Il pleure… comme il pleut …
Quelle est cette langueur …
Depuis 3 heures, mes yeux envoient des mails, mes neurones enregistrent. La ride de mes sourcils est plantée dans Excel. La pulpe de mon majeur droit voudrait se fendiller de tapoter tellement.
Epaules basses, avant-bras posés comme-on-nous-a-appris. Faut protéger les dos.
Pas de son, pas d’image.
Du jus de cerveau de mardi.
Mais ces mots sont venus à l’arrière de mon crâne.
Il pleure dans mon coeur
Comme il pleut sur la ville ;
Quelle est cette langueur
Qui pénètre mon coeur ?
CM2 ? 4ème ?
Rimbaud ? Peguy ? Apollinaire ?
Les vagues de ses mots sur le chant lancinant de l’eau m’extirpent d’intel 32.
Soudain je sais qu’il pleut.
L’angle de ma nuque s’ouvre de 30°. La fenêtre est mouchetée. Milliers de petites larmes d’un ciel que je néglige. Je ne l’avais pas regardé aujourd’hui.
Hier ?
Soudain je sens qu’il pleut.
Le frais de l’air sous la table. Mes pieds nus seraient dans l’eau. La peau du dessus rafraîchie. Le dessous colle à la chaleur du plancher. Une brume bleue remonte mes genoux.
Le bas du dos soudain frissonne.
Par la fenêtre entr’ouverte la pluie envoie son souffle.
Fermer la fenêtre ?
Pour avoir chaud ?
Perdre sa voix ?
Ô bruit
doux de la pluie
Par terre et sur les toits !
Pour un coeur qui s’ennuie,
Ô le chant de la pluie !
Enfin j’entends qu’il pleut.
Plus profond sur les toit, plus joyeux sur le sol.
C’est murmure et cascade. C’est tam-tam et piano.
Il pleure
dans mon coeur
Comme il pleut sur la ville ;
Quelle est cette langueur
Qui pénètre mon coeur ?
Ô bruit
doux de la pluie
Par terre et sur les toits !
Pour un coeur qui s’ennuie,
Ô le chant de la pluie !
Une grande fille de 12 ans sourie dessous mes rides. Elle se souvient des mots.

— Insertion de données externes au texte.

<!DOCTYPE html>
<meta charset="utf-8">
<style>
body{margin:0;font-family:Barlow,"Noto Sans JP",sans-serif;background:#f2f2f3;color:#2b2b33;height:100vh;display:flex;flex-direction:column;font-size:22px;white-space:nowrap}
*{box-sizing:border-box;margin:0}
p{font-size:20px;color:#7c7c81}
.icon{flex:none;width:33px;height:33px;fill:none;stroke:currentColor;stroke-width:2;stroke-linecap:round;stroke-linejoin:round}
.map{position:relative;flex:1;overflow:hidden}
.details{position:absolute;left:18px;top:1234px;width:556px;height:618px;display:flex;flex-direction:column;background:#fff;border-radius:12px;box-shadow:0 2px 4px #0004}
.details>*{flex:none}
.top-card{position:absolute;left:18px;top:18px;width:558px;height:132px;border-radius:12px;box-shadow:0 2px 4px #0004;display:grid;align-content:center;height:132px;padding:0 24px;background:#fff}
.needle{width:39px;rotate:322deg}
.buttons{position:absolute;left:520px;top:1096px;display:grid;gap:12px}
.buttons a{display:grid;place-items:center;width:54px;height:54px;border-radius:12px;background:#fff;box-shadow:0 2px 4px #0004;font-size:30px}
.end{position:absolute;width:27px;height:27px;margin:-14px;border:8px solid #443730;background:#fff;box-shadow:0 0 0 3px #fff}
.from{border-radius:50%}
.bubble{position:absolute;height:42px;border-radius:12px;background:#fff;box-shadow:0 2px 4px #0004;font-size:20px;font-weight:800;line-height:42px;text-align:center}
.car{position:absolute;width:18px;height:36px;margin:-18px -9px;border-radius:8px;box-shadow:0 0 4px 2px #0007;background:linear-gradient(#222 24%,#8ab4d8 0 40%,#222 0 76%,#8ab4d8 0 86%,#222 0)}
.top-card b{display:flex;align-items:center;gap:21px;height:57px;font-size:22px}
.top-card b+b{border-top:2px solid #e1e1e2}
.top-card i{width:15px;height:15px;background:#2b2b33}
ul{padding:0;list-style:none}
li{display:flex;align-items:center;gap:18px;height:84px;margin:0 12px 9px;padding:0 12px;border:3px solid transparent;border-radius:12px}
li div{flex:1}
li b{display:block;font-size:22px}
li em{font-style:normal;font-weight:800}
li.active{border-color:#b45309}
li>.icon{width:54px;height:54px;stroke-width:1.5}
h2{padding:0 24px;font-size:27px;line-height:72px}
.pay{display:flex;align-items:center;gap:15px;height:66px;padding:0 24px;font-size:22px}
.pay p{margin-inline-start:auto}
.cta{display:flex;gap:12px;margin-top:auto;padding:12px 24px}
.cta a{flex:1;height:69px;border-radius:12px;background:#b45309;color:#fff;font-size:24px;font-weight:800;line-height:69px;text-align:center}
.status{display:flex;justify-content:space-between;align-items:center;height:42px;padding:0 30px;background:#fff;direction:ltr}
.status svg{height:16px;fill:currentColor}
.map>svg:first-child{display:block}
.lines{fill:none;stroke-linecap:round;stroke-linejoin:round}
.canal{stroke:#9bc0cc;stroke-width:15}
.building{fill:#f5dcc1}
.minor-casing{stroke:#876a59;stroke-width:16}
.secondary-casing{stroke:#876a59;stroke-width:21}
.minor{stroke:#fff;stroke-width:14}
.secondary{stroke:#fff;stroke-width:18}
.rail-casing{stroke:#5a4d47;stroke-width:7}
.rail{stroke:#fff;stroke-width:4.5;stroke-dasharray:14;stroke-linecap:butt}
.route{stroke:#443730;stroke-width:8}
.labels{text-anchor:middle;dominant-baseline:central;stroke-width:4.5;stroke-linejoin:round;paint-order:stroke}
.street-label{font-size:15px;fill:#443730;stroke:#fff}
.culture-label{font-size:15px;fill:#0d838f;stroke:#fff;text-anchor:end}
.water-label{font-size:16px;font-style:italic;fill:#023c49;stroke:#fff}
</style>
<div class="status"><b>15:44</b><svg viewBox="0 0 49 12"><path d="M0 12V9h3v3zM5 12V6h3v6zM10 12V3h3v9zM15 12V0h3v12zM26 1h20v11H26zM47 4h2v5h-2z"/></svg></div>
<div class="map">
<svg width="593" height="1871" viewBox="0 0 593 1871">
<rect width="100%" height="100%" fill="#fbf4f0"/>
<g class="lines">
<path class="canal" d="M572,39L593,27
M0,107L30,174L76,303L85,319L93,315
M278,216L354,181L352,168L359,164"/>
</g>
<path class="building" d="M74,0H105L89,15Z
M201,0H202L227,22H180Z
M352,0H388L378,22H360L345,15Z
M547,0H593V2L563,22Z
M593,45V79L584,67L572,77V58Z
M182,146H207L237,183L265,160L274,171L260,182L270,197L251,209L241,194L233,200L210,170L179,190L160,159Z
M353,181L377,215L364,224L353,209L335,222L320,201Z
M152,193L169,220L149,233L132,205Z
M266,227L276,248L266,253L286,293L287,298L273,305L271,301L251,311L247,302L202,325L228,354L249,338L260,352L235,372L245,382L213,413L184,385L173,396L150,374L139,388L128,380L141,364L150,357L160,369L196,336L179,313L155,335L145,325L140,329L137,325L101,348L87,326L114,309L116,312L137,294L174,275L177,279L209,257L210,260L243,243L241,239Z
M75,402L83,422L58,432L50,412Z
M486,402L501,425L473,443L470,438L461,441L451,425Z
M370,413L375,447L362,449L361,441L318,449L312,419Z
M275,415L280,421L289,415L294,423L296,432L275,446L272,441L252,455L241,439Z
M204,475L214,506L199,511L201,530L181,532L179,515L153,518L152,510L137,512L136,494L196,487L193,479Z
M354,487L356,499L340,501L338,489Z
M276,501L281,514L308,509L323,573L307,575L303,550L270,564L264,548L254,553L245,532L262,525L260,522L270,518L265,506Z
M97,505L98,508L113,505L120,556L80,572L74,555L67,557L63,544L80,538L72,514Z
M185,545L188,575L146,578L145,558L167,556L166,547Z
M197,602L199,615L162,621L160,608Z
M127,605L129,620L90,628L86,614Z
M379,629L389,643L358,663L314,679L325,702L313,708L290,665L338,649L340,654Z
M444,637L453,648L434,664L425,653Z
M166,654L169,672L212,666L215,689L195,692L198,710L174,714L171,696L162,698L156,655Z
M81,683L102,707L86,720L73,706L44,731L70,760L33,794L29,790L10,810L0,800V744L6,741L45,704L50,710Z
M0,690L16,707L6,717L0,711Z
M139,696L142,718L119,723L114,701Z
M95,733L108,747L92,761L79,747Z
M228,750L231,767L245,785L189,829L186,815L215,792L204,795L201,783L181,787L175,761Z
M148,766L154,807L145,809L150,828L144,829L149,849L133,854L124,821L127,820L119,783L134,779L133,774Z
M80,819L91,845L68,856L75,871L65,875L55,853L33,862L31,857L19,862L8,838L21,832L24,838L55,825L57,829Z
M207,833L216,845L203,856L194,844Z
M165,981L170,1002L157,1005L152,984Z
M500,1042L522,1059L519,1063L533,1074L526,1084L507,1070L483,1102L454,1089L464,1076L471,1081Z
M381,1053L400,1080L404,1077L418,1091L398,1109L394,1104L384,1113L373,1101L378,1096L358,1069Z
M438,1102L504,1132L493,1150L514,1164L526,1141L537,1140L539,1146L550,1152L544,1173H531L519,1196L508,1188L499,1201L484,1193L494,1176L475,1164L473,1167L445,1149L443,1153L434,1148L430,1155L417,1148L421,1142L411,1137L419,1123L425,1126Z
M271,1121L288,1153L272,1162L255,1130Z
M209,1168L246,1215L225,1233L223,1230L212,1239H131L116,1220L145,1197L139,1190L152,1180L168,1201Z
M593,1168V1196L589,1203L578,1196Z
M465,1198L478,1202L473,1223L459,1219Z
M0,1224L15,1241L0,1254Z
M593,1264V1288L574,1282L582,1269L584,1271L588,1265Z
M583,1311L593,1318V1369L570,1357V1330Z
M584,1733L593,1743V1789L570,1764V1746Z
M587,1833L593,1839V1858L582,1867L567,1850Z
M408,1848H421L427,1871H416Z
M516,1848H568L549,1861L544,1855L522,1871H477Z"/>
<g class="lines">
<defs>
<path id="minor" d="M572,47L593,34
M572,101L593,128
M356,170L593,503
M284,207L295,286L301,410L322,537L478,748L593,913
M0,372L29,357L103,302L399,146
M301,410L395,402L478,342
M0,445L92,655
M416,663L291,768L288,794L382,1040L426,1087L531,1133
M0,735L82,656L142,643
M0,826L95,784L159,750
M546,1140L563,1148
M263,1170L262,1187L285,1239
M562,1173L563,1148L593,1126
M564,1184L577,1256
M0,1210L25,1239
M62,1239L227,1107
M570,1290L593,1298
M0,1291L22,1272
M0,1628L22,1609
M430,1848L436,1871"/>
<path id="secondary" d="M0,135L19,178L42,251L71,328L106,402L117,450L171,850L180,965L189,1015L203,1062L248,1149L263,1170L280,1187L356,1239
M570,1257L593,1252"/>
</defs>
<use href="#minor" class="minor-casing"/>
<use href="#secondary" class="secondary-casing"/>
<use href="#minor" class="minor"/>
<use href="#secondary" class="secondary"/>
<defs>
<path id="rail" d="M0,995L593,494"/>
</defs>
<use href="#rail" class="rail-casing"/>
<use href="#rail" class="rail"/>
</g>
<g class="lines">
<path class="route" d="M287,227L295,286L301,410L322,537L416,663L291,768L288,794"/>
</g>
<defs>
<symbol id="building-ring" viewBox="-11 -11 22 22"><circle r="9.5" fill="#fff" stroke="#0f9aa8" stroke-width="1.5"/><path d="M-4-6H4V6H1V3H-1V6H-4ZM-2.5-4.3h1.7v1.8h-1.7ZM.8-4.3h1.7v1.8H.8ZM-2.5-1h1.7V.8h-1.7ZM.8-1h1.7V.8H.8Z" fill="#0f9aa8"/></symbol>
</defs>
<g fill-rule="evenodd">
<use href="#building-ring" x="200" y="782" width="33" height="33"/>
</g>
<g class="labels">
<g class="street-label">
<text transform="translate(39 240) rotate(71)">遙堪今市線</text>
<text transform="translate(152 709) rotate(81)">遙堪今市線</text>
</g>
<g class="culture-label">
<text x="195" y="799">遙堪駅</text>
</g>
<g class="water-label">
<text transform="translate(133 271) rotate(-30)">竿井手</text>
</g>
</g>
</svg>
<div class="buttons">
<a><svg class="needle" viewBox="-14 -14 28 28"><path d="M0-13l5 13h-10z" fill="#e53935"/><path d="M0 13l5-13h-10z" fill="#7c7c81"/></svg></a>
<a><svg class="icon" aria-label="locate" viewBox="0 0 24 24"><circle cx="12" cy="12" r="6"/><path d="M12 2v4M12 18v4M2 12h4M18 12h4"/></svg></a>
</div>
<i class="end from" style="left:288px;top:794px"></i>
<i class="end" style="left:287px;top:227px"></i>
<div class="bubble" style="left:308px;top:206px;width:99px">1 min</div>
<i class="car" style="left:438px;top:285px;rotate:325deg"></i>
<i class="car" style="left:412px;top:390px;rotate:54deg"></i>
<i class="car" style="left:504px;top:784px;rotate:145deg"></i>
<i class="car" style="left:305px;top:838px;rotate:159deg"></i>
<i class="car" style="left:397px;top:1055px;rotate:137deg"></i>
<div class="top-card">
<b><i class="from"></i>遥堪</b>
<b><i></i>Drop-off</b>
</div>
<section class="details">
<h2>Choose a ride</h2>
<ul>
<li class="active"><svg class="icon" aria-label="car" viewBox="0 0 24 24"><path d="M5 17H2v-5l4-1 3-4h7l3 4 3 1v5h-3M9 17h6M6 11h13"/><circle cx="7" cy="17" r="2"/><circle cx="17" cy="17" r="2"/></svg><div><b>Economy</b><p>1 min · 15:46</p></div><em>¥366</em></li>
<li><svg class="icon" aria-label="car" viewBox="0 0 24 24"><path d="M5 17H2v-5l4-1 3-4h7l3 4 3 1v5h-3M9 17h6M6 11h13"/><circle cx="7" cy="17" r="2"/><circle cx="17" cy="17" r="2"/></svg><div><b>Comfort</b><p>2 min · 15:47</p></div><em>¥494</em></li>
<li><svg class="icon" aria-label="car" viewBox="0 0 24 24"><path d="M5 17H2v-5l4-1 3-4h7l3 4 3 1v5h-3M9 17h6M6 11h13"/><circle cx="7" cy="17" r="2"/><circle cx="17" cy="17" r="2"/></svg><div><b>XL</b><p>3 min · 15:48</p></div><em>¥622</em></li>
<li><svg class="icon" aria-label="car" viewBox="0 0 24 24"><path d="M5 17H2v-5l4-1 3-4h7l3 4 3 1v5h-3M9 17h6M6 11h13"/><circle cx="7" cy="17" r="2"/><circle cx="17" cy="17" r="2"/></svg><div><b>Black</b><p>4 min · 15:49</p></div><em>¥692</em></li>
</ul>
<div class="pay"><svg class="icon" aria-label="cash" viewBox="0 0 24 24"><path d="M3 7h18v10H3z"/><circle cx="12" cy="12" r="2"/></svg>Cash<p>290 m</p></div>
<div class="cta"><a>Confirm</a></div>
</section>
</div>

Elle a aimé ce texte dès sa première lecture. Alors il s’est niché, dans un coin de neurone.
Et quand le ciel se vide, il vient la visiter.
Elle s’évade de Excel, de « long-term », de conf-call. Où s’ébat si bien sa vieille.
Et la chanson des mot lui redit la terre mouillée des forêts, celle qui fait des paquets entre les doigts de pied. Et le vert du radis qui pointe sa première feuille, dans ce désert si jaune.
Les cheveux dégoulinants des balades de printemps, quand elle souffle très fort pour chasser cette goutte qui pend au bout du nez.
Les danses dans les orages de la saison des pluies.
Ses mots s’étaient nichés dans le cœur de son crâne, pour qu’elle n’oublie jamais qu’elle aime aussi la pluie.